### What is required
Pictures found in the material must be left out, and every line returned as written.

### Data segment
****************************************

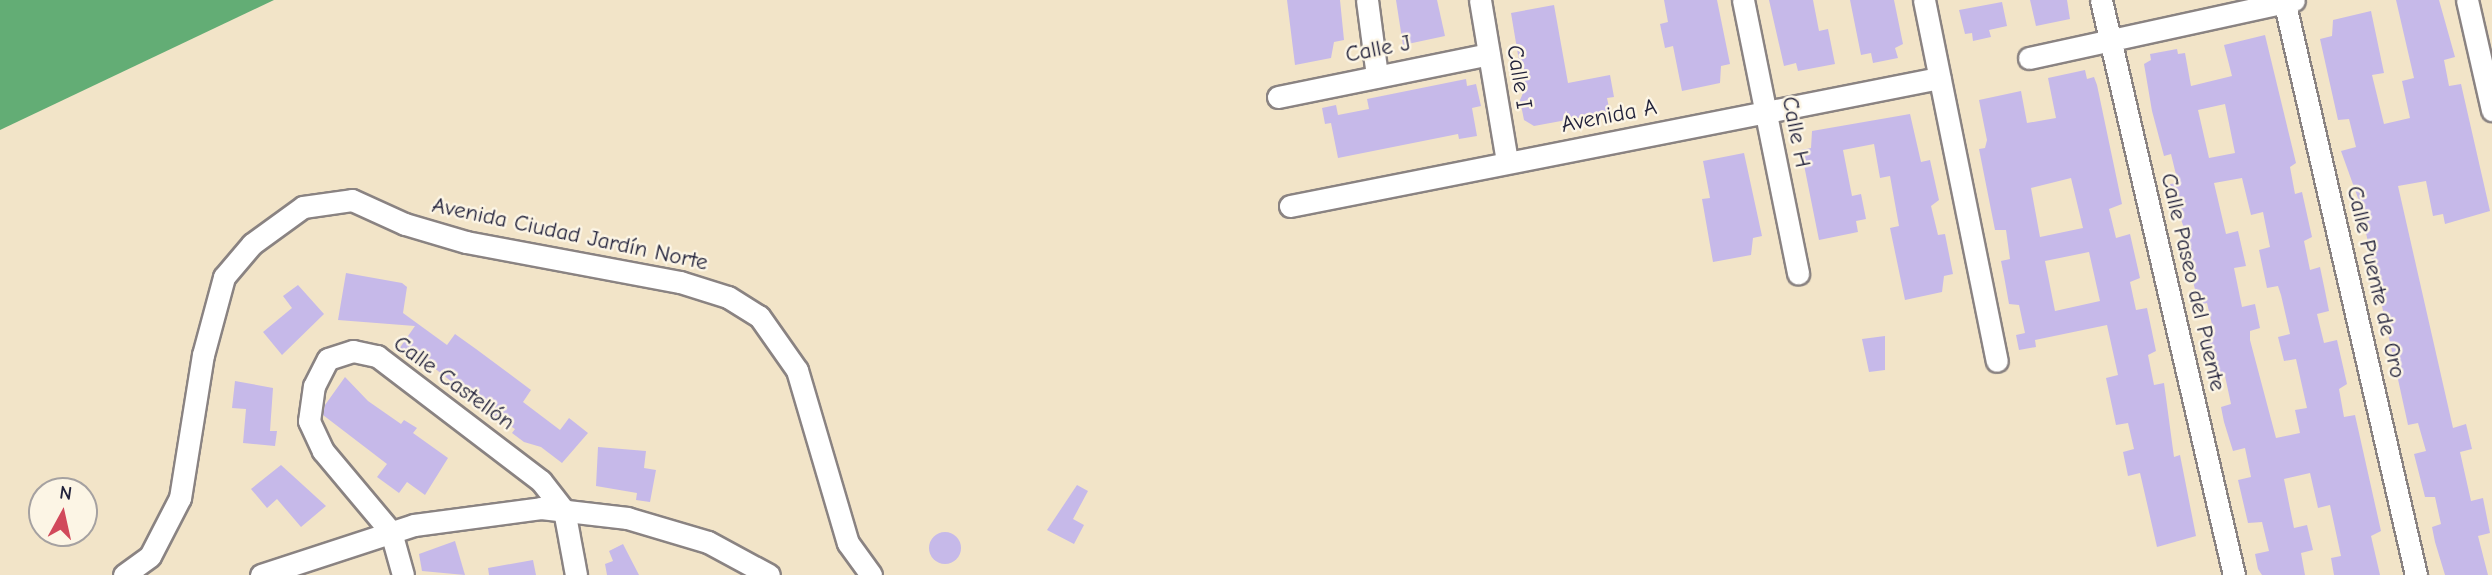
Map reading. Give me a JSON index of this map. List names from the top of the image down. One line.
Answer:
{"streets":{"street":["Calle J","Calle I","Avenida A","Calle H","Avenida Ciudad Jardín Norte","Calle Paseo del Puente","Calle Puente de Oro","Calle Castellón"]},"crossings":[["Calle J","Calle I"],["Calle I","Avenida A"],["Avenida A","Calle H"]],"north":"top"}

****************************************

### Response to the task
Map reading. Give me a JSON index of this map. List names from the top of the image down. One line.
Answer:
{"streets":{"street":["Calle J","Calle I","Avenida A","Calle H","Avenida Ciudad Jardín Norte","Calle Paseo del Puente","Calle Puente de Oro","Calle Castellón"]},"crossings":[["Calle J","Calle I"],["Calle I","Avenida A"],["Avenida A","Calle H"]],"north":"top"}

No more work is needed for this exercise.